Semarak Demokrasi, Partisipasi Tinggi Warga
Meski dilaksanakan secara swadaya, Pilkate tetap berlangsung meriah.

Berbagai kegiatan seperti halal bihalal, pemeriksaan kesehatan gratis, hiburan musik, hingga doorprize turut memeriahkan acara.

Di Kelurahan Jelmu, Kecamatan Pelayangan, panitia bahkan membagikan bibit tanaman untuk menarik partisipasi pemilih.

Antusiasme masyarakat sangat tinggi sejak pagi hari. Bahkan Gubernur Jambi Al Haris dan Wali Kota Jambi turut menggunakan hak pilih mereka di TPS masing-masing.

Gubernur Apresiasi, Pilkate Jadi Role Model Nasional
Gubernur Jambi, Al Haris, mengapresiasi inisiatif ini sebagai pendidikan politik di tingkat akar rumput. Ia menyebut Pilkate serentak Kota Jambi sebagai role model nasional.

“Ini bentuk pendidikan politik yang sangat baik. Saya yakin ketua RT terpilih memiliki daya saing dan lahir dari proses demokrasi yang partisipatif,” kata Al Haris.

Gubernur optimistis, dengan adanya program bantuan Rp100 juta per RT, pengelolaan lingkungan akan lebih maju di tangan ketua RT yang kompeten.

Wali Kota: RT Jadi Garda Depan Pembangunan Kampung Bahagia
Wali Kota Jambi, dr.
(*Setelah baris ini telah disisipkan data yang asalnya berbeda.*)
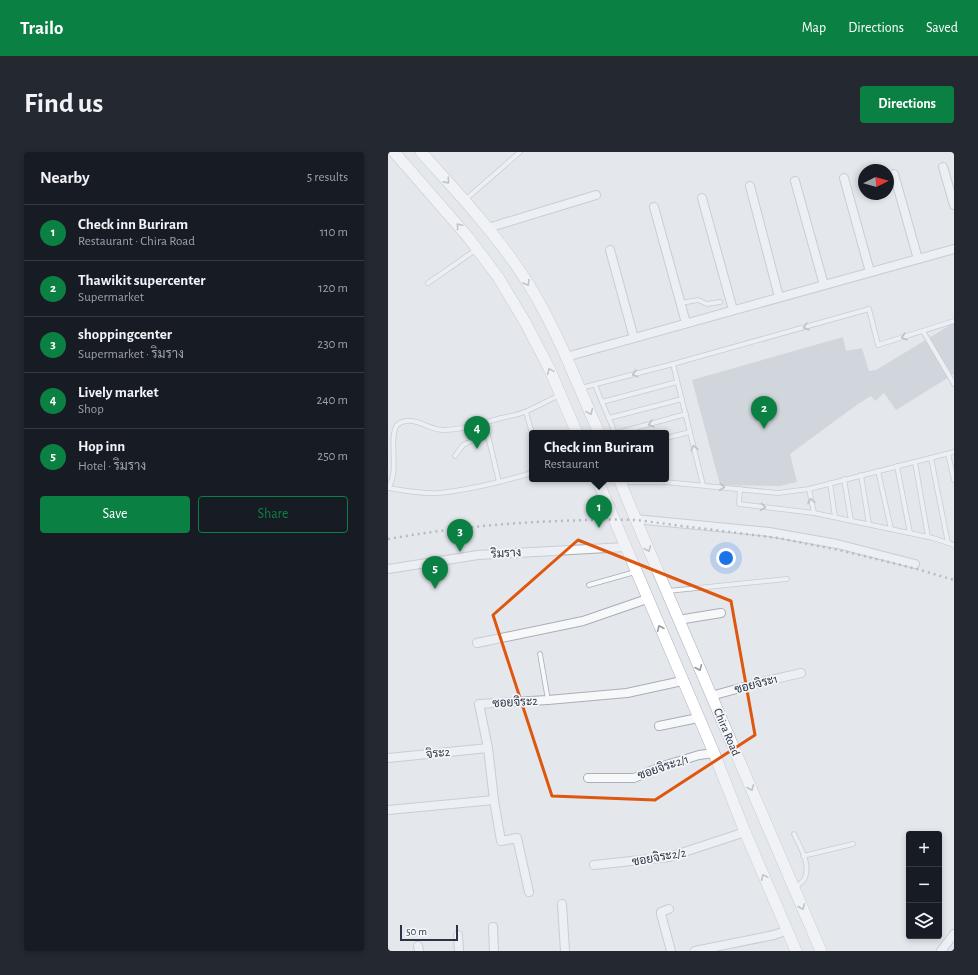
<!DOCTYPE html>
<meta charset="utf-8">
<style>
body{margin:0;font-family:"Alegreya Sans",Sarabun,sans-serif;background:#242831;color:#f1f3f6}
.controls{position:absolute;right:12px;bottom:12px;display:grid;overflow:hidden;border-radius:4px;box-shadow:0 2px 6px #0003}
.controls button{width:36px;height:36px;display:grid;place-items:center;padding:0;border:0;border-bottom:1px solid #363941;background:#171b24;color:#f1f3f6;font:20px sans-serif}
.compass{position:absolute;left:470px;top:12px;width:36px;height:36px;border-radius:50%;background:#171b24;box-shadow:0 2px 6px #0003;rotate:84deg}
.scale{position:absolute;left:12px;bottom:10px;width:58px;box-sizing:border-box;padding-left:4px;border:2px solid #2b3445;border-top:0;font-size:11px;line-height:14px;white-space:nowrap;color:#2b3445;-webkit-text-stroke:3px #f4f6f9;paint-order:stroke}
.you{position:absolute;left:338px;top:406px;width:14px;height:14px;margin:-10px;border:3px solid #fff;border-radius:50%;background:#1a73e8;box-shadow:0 0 0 6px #1a73e833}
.badge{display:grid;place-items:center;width:26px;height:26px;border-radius:50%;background:#0b8043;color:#fff;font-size:13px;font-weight:700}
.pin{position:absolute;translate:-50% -33px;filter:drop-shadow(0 1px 2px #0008)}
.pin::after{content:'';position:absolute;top:21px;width:14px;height:12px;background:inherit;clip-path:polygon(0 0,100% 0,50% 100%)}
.popup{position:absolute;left:141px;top:278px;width:140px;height:52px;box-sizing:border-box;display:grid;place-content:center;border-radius:4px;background:#171b24;filter:drop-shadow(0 1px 3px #0005);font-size:13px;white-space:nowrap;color:#9ea1a6}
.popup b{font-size:15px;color:#f1f3f6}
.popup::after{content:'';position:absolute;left:50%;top:100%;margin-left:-8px;border:8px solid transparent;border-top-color:#171b24}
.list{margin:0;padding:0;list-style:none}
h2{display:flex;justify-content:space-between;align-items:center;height:52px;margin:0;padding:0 16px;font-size:17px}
h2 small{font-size:13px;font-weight:400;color:#9ea1a6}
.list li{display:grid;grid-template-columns:26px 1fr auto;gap:12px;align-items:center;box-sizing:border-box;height:56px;padding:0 16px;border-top:1px solid #363941}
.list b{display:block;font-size:15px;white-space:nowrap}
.list p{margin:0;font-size:13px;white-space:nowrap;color:#9ea1a6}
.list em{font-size:13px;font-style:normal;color:#9ea1a6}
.actions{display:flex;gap:8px;padding:12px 16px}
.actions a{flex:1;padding:9px 0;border:1px solid #0b8043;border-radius:4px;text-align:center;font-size:14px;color:#0b8043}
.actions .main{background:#0b8043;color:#fff}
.icon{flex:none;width:22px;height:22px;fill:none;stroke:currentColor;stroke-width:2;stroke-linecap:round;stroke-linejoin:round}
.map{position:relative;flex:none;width:566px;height:799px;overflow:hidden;border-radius:4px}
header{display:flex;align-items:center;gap:24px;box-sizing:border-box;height:56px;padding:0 20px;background:#0b8043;color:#fff}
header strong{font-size:19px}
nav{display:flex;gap:22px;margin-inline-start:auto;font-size:14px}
.intro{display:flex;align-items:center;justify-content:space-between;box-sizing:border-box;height:96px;padding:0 24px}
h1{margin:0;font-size:28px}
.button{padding:10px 18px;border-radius:4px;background:#0b8043;color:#fff;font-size:14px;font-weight:700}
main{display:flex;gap:24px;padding:0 24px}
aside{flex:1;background:#171b24;border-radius:4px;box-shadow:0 2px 6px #0003}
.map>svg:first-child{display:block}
.building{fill:#bbc0ca}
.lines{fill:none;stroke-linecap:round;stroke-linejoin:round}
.lane-casing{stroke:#a9aeb7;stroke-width:5.5}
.street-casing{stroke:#a9aeb7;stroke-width:10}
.secondary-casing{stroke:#a9aeb7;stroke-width:12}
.lane{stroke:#f7f8fa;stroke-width:4}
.street{stroke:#f7f8fa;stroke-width:8}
.secondary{stroke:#fff;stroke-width:11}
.rail{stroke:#7d8696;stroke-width:2.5;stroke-dasharray:2 4;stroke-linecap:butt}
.oneway{stroke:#959aa2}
.oneway2{stroke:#9196a0}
.marked{fill:none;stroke:#df570f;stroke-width:3;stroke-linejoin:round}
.labels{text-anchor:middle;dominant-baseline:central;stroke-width:3.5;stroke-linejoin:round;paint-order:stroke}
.street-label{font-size:12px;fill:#2b3445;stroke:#f4f6f9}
</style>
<header>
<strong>Trailo</strong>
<nav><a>Map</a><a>Directions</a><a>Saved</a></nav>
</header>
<div class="intro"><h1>Find us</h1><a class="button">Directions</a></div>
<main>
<aside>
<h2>Nearby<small>5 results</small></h2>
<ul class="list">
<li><span class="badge">1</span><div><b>Check inn Buriram</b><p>Restaurant · Chira Road</p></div><em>110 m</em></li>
<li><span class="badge">2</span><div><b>Thawikit supercenter</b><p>Supermarket</p></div><em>120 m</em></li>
<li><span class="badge">3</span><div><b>shoppingcenter</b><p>Supermarket · ริมราง</p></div><em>230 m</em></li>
<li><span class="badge">4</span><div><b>Lively market</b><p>Shop</p></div><em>240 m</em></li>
<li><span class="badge">5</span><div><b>Hop inn</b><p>Hotel · ริมราง</p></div><em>250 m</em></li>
</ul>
<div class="actions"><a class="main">Save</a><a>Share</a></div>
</aside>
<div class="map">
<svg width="566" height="799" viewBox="0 0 566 799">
<rect width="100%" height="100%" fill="#e4e7ec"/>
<path class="building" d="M564 172H566V222L508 258 496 241 487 249 483 244 470 252 402 302 409 330 392 334 332 333 304 228 455 185 458 199 474 196 481 219 488 218Z"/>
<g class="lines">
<defs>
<g id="lane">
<path d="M77 48 132 0"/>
<path d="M40 131 89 97"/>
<path d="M293 151 310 148 319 152 332 150"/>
<path d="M535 179 566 232"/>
<path d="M285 212 315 333"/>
<path d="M207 233 227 281"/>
<path d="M193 236 285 212 481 157 490 193 566 169"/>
<path d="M214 250 289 230"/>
<path d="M138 260 144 281"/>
<path d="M221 266 294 247"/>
<path d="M97 271 111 330"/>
<path d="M229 281 298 262"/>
<path d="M278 286 302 280"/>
<path d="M560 302 566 328"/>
<path d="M67 304 75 293 99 282"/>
<path d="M543 306 560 391"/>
<path d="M527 310 540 385"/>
<path d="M509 314 522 381"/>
<path d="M490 319 503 377"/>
<path d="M473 323 481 372"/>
<path d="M456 327 463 369"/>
<path d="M234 330H277L390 341 421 337 566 300"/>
<path d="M442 331 447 365"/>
<path d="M0 336C12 320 0 287 9 273 25 261 41 279 56 278 75 278 94 271 113 266 121 264 131 263 139 259 150 254 161 248 172 243"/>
<path d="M1 336C17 339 34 342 50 341 82 338 113 330 144 321"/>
<path d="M352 337 351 352 426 361 545 386 566 393"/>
<path d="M421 337 426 361"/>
<path d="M201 433 247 420"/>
<path d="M280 439 399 427"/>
<path d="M152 502 160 548"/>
<path d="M406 682C412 695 425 715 415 729 413 731 410 733 408 735"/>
<path d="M415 704 465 692"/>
</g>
<g id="street">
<path d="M555 15 566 53"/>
<path d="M506 22 530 107"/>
<path d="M456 26 482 120"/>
<path d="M407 29 436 133"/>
<path d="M362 34 391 145"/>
<path d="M314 46 345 158"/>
<path d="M266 55 298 171"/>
<path d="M100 76 208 43"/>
<path d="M222 98 246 186"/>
<path d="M178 205 566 97"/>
<path d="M247 367 381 380 449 392 527 412"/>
<path d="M0 417 90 403 238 395"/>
<path d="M290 468 333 461"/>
<path d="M89 491 195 469 259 447"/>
<path d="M323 544 374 530 413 521"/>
<path d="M271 574 310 566"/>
<path d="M0 606 100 596"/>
<path d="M200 626H246L275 614 311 603 326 601"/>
<path d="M106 648 113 689 129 686 141 740"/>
<path d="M0 658 106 648 100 596 91 552 160 548 239 541 294 529"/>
<path d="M206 713 281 705 357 680"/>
<path d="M174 752 177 799"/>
<path d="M281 757 273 760V762L283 799"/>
<path d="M105 775 106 799"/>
<path d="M70 783 71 799"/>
<path d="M30 794 31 799"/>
<path d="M307 799 386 783 400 778"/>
<path d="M553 799 566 782"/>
</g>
<g id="secondary">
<path d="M6 0 80 85 110 125 137 170 161 216 189 281"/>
<path d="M33 0C67 38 103 76 132 119 166 169 187 227 211 281"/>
<path d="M209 327 326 601 357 680 408 799"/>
<path d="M231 327 248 368 433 799"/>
</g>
</defs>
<use href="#lane" class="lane-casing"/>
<use href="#street" class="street-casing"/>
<use href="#secondary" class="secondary-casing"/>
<use href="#lane" class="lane"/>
<use href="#street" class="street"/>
<use href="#secondary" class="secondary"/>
<path class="rail" d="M0 387C57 377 113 371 171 369 197 368 222 367 248 368L390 386 451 398 529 417 566 428"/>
</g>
<defs><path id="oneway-chevron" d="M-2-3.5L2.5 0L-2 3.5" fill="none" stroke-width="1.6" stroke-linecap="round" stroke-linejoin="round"/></defs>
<g class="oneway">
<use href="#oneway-chevron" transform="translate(59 29) rotate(48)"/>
<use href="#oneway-chevron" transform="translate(71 74) rotate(-131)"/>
<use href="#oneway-chevron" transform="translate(139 131) rotate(59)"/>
<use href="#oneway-chevron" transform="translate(162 219) rotate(-114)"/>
<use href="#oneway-chevron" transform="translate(202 260) rotate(66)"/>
<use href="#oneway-chevron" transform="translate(260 397) rotate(67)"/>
<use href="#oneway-chevron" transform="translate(272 476) rotate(-113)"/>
<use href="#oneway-chevron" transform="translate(311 516) rotate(67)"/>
<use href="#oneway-chevron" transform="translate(363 636) rotate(67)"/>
<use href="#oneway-chevron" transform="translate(376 725) rotate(-114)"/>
<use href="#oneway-chevron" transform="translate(414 755) rotate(67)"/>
</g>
<g class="oneway2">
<use href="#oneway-chevron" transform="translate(418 175) rotate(164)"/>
<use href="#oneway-chevron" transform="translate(516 185) rotate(162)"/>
<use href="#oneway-chevron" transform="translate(247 222) rotate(165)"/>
<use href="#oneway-chevron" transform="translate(263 272) rotate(165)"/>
<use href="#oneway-chevron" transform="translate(306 296) rotate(-104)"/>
<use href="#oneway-chevron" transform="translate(334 335) rotate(6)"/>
<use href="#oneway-chevron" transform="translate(423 349) rotate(-101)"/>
<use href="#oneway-chevron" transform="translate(375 355) rotate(7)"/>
</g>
<path d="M0 0H566V799H0ZM190 388 343 449 367 583 267 648 164 644 105 463Z" fill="#e4e7ec" fill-opacity=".55" fill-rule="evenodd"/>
<path class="marked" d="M190 388 343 449 367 583 267 648 164 644 105 463Z"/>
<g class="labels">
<g class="street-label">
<text transform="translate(118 401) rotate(-3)">ริมราง</text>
<text transform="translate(368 532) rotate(-15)">ซอยจิระ1</text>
<text transform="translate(127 550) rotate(-3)">ซอยจิระ2</text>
<text transform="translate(339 580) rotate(67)">Chira Road</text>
<text transform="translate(50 601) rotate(-6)">จิระ2</text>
<text transform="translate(275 615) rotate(-19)">ซอยจิระ2/1</text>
<text transform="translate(271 705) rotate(-10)">ซอยจิระ2/2</text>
</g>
</g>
</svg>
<div class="controls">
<button>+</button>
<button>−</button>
<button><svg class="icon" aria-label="layers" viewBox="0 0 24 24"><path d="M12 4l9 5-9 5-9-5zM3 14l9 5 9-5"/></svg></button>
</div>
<svg class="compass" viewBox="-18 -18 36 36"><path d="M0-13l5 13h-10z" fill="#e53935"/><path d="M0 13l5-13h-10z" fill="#9ea1a6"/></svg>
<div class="scale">50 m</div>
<div class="you"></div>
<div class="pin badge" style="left:211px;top:376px">1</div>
<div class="popup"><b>Check inn Buriram</b>Restaurant</div>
<div class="pin badge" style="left:376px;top:277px">2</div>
<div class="pin badge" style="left:72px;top:400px">3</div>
<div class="pin badge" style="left:89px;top:297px">4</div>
<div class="pin badge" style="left:47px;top:437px">5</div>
</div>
</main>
Maulana, dalam peninjauannya ke Pos Desk Pilkate di DPMPPA Kota Jambi, menegaskan bahwa pemilihan RT ini bertujuan memperkuat peran RT sebagai garda terdepan komunitas.

“Kami ingin Ketua RT menjadi ujung tombak pembangunan masyarakat, menjunjung adat dan budaya lokal, serta mendukung program Kampung Bahagia,” kata Maulana, didampingi Forkopimda dan Kepala DPMPPA Noverintiwi Dewanti.

Ketua RT Juga Menjadi Pemangku Adat
Wali Kota menambahkan, Ketua RT terpilih nantinya tak hanya memimpin administrasi lingkungan, namun juga diangkat sebagai Pemangku Adat untuk menjaga dan menghidupkan kembali nilai-nilai budaya lokal.

Pemkot Jambi juga tengah mengusulkan Perda tentang Hukum Adat, agar penyelesaian konflik masyarakat bisa dilakukan secara berkeadilan melalui pendekatan restorative justice.

Pelantikan dan Pelatihan Ketua RT Terpilih
Pemkot Jambi menjadwalkan pelantikan Ketua RT secara serentak pada 20 Mei 2025.

Usai dilantik, para Ketua RT akan mengikuti program retreat penguatan kapasitas, membekali mereka dengan keterampilan kepemimpinan partisipatif, pelayanan publik, serta pemahaman budaya lokal.

Dukungan Penuh dari Berbagai Pihak
Untuk memastikan kelancaran Pilkate, Pemkot Jambi mengerahkan tim monitoring, termasuk tim IT dari Diskominfo Kota Jambi yang membangun sistem monitoring real count berbasis data analytics.

Wali Kota Maulana menyampaikan apresiasi kepada seluruh panitia, perangkat daerah, aparat keamanan, serta warga Kota Jambi.

“Saya bangga atas semangat gotong royong ini. Inilah kekuatan kita membangun Kampung Bahagia berbasis komunitas,” tutup Maulana.